(Collected data entries)
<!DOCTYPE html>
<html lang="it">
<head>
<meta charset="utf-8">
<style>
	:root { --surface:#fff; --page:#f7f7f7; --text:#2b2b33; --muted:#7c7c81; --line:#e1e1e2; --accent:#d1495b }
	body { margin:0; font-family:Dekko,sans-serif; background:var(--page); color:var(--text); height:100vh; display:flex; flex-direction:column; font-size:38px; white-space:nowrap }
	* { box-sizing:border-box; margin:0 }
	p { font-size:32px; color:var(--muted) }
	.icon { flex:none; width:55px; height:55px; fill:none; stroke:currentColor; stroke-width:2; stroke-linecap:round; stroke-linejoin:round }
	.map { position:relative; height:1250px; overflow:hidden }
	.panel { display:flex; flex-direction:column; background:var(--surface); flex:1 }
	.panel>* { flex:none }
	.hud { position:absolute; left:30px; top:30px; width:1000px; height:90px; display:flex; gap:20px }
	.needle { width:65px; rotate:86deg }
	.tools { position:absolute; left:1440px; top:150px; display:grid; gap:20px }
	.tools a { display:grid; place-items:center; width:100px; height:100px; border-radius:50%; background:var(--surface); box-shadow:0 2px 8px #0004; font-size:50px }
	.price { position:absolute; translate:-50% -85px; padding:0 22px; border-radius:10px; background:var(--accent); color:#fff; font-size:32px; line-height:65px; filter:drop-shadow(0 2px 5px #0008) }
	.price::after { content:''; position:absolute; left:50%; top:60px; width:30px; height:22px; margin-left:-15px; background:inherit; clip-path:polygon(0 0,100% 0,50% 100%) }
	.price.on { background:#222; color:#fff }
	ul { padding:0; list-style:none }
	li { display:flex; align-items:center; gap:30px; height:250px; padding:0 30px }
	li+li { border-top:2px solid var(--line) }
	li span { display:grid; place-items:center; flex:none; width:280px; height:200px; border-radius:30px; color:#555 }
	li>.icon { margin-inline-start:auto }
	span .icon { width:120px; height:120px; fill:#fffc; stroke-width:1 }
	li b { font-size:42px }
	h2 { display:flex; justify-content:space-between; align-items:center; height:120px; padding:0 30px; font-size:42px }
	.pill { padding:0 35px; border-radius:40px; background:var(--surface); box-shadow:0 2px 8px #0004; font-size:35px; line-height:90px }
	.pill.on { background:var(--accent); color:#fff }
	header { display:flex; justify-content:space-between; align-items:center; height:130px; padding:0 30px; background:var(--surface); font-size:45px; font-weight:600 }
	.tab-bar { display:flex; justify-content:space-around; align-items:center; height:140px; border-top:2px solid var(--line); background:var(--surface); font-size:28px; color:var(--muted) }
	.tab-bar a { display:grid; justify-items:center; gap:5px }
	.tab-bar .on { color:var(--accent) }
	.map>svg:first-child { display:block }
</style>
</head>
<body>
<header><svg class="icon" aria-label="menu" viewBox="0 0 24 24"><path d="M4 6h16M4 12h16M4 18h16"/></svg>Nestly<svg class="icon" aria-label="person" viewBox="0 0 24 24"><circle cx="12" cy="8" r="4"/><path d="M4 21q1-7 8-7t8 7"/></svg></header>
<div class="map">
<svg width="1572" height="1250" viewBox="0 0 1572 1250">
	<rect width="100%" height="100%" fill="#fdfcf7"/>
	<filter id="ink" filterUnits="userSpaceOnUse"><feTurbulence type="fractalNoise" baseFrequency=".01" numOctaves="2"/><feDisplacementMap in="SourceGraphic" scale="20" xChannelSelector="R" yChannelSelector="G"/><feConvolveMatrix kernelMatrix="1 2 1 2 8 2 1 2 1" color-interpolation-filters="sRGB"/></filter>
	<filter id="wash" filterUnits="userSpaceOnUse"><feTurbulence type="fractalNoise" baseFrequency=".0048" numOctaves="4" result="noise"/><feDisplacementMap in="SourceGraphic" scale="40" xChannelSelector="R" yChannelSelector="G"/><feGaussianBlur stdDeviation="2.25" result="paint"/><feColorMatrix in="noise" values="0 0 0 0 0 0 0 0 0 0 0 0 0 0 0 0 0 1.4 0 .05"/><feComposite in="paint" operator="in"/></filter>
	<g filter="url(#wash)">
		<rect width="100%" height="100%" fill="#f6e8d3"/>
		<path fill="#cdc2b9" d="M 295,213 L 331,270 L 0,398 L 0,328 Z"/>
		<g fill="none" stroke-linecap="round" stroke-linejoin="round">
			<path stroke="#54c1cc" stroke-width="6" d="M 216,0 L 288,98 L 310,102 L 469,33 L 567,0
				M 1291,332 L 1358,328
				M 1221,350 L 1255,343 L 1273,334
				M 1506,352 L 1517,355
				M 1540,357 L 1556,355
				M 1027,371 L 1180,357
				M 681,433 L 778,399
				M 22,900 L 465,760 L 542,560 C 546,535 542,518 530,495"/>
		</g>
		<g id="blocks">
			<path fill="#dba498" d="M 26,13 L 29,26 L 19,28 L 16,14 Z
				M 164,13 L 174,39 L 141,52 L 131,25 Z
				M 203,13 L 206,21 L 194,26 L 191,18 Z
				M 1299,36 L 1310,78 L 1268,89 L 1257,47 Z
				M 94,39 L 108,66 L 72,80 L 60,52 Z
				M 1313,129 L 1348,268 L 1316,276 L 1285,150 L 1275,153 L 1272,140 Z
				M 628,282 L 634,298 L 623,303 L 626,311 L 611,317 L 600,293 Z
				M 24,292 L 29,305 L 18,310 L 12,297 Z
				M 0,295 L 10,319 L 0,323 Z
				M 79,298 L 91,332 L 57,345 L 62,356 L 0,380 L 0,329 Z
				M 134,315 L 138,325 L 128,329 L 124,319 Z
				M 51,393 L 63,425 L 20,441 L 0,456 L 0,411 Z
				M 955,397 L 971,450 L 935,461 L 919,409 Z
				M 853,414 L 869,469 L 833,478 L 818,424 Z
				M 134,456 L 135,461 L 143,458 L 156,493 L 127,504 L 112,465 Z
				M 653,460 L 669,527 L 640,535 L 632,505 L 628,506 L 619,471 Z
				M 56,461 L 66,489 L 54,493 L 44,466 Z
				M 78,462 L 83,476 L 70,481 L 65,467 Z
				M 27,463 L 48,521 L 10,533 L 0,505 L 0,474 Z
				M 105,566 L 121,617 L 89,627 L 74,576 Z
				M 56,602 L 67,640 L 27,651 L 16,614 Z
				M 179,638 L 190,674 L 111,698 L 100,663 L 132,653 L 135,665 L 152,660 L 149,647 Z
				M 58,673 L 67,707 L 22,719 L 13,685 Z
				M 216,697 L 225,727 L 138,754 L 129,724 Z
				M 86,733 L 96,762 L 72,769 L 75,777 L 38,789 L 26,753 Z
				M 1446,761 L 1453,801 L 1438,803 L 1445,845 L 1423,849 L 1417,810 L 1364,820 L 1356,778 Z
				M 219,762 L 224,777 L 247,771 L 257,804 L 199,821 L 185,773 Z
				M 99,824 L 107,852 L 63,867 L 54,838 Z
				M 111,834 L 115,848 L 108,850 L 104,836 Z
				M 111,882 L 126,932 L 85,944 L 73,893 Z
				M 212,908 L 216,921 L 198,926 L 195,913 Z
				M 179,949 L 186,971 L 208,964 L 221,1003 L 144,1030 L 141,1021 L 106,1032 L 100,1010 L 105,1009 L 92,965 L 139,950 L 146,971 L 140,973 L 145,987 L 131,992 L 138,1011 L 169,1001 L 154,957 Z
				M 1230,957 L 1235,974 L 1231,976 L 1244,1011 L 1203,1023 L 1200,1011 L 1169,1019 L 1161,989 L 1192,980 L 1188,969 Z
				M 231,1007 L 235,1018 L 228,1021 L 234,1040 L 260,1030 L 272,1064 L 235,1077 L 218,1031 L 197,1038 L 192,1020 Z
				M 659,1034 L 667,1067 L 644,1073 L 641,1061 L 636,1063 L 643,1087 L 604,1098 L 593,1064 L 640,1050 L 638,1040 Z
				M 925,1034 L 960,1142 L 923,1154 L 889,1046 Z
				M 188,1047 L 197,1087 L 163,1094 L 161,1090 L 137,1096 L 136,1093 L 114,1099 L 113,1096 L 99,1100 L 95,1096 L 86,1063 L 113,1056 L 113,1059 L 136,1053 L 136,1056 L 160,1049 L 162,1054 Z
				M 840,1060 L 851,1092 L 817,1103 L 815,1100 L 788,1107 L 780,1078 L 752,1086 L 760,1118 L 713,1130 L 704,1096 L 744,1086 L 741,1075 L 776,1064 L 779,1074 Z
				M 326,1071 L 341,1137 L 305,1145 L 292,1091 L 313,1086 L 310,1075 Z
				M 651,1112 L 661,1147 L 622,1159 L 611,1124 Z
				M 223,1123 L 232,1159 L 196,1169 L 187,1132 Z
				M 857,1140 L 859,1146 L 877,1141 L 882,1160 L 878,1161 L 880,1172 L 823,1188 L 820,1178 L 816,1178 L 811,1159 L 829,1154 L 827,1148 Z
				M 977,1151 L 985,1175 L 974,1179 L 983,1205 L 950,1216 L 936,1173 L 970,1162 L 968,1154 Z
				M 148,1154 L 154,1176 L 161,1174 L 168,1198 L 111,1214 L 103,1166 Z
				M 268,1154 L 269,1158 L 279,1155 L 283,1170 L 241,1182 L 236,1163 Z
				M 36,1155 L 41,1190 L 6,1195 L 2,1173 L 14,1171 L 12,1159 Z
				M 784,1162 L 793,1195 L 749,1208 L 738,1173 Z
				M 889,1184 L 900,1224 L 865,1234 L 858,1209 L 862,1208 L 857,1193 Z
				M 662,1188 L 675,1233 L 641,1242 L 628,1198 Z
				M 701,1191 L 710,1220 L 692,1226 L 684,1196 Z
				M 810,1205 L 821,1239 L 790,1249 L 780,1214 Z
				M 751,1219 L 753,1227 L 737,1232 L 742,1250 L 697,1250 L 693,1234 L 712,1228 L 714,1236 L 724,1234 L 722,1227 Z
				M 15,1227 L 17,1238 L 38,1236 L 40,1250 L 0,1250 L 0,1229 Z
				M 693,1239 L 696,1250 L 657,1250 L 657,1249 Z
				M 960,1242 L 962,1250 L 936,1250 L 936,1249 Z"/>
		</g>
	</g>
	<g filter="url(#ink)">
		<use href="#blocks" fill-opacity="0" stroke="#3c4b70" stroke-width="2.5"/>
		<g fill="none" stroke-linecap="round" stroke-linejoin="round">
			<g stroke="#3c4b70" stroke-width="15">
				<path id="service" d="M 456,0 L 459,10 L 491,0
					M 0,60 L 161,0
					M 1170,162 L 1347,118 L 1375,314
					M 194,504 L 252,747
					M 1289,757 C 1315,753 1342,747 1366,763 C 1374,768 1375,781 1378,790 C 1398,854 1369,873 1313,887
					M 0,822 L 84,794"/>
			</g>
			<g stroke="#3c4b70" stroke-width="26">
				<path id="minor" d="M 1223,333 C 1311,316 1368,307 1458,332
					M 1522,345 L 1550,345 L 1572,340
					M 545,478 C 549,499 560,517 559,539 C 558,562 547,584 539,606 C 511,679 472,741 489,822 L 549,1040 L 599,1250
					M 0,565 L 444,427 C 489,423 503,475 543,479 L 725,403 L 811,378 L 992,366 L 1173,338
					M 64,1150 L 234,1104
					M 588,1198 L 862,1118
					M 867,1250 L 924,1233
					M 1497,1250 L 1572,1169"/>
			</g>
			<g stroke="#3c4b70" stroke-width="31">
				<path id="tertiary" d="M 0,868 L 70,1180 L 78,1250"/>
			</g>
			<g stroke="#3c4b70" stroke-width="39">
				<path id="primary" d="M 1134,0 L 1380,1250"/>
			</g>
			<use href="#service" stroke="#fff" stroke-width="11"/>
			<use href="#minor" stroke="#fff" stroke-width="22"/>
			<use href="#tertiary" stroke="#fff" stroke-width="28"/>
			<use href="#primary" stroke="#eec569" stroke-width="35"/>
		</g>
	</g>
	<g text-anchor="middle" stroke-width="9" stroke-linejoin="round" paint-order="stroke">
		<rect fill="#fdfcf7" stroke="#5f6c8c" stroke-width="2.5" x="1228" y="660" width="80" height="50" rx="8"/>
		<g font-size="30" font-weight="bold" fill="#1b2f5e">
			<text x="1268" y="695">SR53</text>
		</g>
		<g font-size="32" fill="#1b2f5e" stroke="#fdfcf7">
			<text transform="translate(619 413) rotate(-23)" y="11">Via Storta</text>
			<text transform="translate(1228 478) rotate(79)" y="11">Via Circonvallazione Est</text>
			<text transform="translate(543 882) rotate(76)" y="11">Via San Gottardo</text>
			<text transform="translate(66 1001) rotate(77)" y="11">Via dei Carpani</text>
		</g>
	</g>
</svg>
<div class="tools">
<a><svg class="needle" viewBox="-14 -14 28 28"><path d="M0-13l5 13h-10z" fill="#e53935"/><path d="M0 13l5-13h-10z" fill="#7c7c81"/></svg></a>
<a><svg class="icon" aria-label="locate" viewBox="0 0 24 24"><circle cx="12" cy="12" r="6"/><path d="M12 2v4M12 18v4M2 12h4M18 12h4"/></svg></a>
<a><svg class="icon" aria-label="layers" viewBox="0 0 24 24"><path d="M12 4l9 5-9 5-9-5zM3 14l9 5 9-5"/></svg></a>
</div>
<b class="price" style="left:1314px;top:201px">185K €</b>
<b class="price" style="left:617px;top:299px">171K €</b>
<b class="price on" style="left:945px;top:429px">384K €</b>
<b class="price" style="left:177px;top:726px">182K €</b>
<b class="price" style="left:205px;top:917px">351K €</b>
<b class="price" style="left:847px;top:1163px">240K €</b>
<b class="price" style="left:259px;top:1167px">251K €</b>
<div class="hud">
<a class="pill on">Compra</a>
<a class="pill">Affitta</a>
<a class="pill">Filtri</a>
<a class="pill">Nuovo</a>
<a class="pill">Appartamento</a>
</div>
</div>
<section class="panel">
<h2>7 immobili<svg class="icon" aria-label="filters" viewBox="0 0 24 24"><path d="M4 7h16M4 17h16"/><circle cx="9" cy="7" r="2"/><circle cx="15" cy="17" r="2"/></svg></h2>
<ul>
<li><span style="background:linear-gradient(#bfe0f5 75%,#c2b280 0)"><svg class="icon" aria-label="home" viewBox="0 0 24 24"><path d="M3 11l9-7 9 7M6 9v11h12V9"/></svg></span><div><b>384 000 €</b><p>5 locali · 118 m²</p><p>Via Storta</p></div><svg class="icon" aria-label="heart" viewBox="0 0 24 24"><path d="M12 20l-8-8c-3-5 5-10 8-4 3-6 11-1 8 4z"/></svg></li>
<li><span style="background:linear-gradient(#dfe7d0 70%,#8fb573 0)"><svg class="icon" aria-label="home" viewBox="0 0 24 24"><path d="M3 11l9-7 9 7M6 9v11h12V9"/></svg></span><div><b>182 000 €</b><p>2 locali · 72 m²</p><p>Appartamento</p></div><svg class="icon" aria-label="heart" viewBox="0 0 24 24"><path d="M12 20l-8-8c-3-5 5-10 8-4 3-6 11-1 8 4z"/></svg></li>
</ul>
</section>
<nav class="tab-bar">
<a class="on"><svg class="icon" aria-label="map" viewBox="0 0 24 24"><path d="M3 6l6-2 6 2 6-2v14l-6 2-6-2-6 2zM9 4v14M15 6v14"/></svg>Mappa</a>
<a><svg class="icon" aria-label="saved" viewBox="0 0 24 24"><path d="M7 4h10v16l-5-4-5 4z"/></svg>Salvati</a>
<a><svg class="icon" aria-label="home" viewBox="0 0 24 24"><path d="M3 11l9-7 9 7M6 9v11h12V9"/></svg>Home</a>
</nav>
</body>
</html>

> [WORK TO COMPLETE]: The lines to retype run from the start of the entries through the line containing "position:relative; height:1250px; overflow:hidden"; reproduce them exactly and add nothing.

> [REPLY]:
<!DOCTYPE html>
<html lang="it">
<head>
<meta charset="utf-8">
<style>
	:root { --surface:#fff; --page:#f7f7f7; --text:#2b2b33; --muted:#7c7c81; --line:#e1e1e2; --accent:#d1495b }
	body { margin:0; font-family:Dekko,sans-serif; background:var(--page); color:var(--text); height:100vh; display:flex; flex-direction:column; font-size:38px; white-space:nowrap }
	* { box-sizing:border-box; margin:0 }
	p { font-size:32px; color:var(--muted) }
	.icon { flex:none; width:55px; height:55px; fill:none; stroke:currentColor; stroke-width:2; stroke-linecap:round; stroke-linejoin:round }
	.map { position:relative; height:1250px; overflow:hidden }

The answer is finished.